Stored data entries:
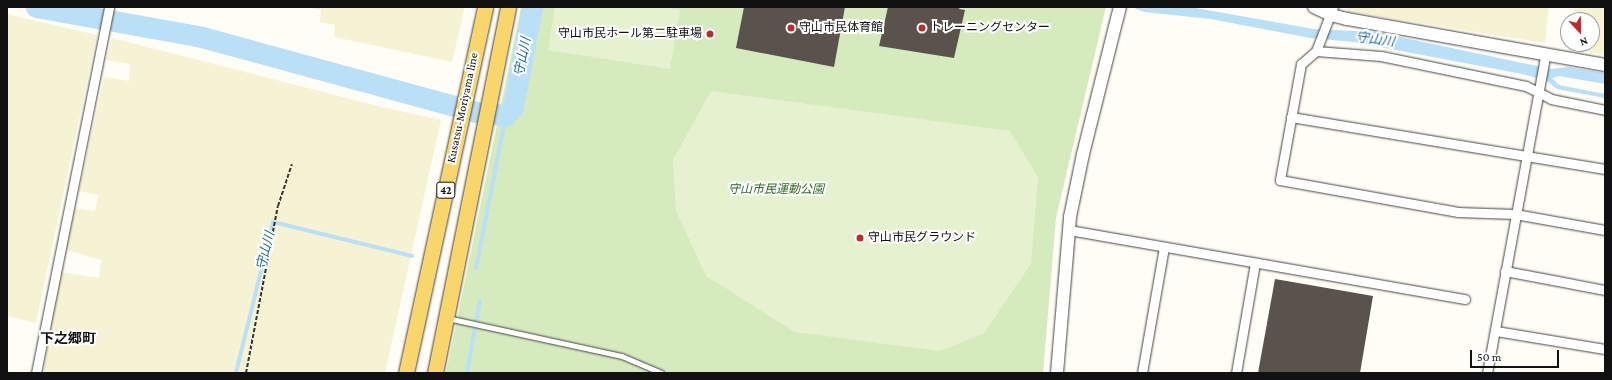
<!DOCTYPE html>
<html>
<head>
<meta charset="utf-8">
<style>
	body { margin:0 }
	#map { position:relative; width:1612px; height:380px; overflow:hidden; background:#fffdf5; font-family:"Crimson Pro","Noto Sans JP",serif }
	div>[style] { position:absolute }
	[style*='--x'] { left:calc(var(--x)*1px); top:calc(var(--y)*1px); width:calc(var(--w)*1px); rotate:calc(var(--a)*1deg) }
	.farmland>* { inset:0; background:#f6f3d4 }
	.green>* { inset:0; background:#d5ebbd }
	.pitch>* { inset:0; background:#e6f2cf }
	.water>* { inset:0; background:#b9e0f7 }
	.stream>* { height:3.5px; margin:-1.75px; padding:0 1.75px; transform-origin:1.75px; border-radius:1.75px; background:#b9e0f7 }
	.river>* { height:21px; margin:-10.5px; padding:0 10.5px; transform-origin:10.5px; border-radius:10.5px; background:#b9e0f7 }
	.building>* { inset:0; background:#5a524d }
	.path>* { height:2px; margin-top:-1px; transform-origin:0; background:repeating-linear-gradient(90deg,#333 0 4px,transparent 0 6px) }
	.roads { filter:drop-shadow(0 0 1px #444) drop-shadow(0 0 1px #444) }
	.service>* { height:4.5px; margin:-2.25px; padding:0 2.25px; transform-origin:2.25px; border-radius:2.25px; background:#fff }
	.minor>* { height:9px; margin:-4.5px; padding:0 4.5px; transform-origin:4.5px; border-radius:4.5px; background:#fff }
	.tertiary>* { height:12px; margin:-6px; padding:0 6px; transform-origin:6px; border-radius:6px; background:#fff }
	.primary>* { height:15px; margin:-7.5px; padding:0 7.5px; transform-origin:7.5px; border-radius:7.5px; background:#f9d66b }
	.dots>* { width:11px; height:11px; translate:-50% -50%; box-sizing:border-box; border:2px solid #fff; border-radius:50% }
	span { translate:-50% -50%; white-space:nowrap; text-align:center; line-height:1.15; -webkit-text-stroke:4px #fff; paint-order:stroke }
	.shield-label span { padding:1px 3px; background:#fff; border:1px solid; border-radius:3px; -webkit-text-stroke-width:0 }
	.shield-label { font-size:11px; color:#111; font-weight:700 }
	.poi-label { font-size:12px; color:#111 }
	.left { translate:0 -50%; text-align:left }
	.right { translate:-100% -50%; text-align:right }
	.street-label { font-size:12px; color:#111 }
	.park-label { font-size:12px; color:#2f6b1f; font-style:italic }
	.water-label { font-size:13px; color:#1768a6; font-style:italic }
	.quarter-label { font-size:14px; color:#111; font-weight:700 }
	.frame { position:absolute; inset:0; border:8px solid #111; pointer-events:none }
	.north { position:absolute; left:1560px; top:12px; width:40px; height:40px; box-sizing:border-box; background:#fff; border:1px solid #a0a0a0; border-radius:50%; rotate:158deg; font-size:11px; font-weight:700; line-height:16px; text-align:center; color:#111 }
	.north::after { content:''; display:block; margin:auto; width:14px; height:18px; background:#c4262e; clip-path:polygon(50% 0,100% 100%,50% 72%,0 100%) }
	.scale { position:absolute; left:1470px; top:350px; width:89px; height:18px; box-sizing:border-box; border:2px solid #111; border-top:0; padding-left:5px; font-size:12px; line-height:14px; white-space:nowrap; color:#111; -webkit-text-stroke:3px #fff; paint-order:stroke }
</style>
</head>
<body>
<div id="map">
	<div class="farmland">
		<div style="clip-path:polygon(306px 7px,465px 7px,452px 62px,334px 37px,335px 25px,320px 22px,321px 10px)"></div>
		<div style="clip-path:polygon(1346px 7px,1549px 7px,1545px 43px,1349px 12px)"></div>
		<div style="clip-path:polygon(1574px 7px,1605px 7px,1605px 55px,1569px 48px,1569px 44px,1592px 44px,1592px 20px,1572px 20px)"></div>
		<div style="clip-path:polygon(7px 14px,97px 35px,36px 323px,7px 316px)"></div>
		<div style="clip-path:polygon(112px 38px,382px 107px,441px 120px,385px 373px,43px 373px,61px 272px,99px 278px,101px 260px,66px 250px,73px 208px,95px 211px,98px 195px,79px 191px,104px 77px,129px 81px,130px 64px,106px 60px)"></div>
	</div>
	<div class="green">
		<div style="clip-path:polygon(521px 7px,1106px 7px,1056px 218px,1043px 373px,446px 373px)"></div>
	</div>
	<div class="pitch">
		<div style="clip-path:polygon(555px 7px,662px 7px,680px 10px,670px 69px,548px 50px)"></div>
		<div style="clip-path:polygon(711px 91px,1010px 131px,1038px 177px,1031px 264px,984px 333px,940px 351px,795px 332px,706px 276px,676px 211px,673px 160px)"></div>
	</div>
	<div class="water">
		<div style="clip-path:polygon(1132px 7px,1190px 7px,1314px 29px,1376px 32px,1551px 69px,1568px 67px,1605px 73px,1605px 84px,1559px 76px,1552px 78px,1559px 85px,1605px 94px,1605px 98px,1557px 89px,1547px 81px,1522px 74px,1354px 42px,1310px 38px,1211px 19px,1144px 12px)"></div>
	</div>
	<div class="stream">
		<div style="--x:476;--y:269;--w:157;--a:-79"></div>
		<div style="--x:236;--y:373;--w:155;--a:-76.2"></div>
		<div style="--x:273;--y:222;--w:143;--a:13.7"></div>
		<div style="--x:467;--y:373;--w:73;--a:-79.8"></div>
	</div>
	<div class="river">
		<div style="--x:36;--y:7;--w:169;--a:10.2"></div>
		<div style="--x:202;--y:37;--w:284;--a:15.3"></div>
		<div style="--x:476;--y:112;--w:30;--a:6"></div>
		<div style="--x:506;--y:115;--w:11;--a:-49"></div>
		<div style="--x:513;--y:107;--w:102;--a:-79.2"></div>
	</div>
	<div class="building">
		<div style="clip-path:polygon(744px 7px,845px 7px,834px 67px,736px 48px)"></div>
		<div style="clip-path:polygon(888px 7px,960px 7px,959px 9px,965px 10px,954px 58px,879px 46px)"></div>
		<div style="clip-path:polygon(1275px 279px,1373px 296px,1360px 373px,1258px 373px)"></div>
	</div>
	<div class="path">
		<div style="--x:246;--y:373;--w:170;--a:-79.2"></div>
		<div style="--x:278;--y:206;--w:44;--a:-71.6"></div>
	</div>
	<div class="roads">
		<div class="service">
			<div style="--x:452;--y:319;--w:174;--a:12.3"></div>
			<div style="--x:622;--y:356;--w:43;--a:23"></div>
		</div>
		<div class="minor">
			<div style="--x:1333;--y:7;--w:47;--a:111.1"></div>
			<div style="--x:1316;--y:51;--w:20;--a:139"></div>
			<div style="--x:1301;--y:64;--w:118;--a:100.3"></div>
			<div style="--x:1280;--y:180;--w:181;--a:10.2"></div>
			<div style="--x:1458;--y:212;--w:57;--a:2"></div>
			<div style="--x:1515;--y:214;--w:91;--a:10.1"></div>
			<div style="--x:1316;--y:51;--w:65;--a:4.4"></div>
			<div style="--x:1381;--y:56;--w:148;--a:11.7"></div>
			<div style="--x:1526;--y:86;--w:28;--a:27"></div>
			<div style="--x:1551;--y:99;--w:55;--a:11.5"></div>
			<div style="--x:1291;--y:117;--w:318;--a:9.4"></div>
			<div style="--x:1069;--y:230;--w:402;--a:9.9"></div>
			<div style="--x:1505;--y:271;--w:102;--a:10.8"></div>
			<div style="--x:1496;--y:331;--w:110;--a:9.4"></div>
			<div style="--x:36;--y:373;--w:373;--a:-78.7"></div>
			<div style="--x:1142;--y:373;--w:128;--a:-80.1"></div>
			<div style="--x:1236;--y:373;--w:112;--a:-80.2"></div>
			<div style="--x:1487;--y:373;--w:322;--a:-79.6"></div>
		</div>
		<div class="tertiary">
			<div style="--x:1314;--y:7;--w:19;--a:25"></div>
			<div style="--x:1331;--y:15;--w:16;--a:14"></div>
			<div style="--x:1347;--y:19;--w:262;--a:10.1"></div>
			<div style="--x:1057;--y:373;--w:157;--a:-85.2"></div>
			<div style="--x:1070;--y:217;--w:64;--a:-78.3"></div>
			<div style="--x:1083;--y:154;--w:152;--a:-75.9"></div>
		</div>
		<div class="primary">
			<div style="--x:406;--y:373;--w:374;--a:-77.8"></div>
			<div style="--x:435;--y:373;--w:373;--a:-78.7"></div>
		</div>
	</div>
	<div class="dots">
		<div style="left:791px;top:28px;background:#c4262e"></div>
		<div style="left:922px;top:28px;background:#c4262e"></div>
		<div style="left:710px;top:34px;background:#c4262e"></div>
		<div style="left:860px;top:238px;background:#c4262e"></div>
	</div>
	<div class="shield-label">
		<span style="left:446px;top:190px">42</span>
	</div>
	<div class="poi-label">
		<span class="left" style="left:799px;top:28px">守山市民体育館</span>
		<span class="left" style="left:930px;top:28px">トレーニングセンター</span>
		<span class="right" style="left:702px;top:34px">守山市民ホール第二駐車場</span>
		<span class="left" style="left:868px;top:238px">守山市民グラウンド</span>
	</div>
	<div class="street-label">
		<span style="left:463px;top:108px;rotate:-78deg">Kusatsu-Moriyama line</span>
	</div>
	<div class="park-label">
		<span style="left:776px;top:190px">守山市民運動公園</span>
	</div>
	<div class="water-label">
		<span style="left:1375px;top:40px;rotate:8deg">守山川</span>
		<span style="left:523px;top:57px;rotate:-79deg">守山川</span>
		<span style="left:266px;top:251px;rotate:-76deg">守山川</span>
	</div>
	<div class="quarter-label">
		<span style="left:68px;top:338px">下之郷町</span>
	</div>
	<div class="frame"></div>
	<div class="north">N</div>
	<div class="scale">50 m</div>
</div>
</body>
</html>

WHAT IS BEING ASKED: No pictures should appear in the copy, which holds exactly the lines from the first line of the data through the line with "height:4.5px; margin:-2.25px; padding:0" and nothing else.

RESPONSE:
<!DOCTYPE html>
<html>
<head>
<meta charset="utf-8">
<style>
	body { margin:0 }
	#map { position:relative; width:1612px; height:380px; overflow:hidden; background:#fffdf5; font-family:"Crimson Pro","Noto Sans JP",serif }
	div>[style] { position:absolute }
	[style*='--x'] { left:calc(var(--x)*1px); top:calc(var(--y)*1px); width:calc(var(--w)*1px); rotate:calc(var(--a)*1deg) }
	.farmland>* { inset:0; background:#f6f3d4 }
	.green>* { inset:0; background:#d5ebbd }
	.pitch>* { inset:0; background:#e6f2cf }
	.water>* { inset:0; background:#b9e0f7 }
	.stream>* { height:3.5px; margin:-1.75px; padding:0 1.75px; transform-origin:1.75px; border-radius:1.75px; background:#b9e0f7 }
	.river>* { height:21px; margin:-10.5px; padding:0 10.5px; transform-origin:10.5px; border-radius:10.5px; background:#b9e0f7 }
	.building>* { inset:0; background:#5a524d }
	.path>* { height:2px; margin-top:-1px; transform-origin:0; background:repeating-linear-gradient(90deg,#333 0 4px,transparent 0 6px) }
	.roads { filter:drop-shadow(0 0 1px #444) drop-shadow(0 0 1px #444) }
	.service>* { height:4.5px; margin:-2.25px; padding:0 2.25px; transform-origin:2.25px; border-radius:2.25px; background:#fff }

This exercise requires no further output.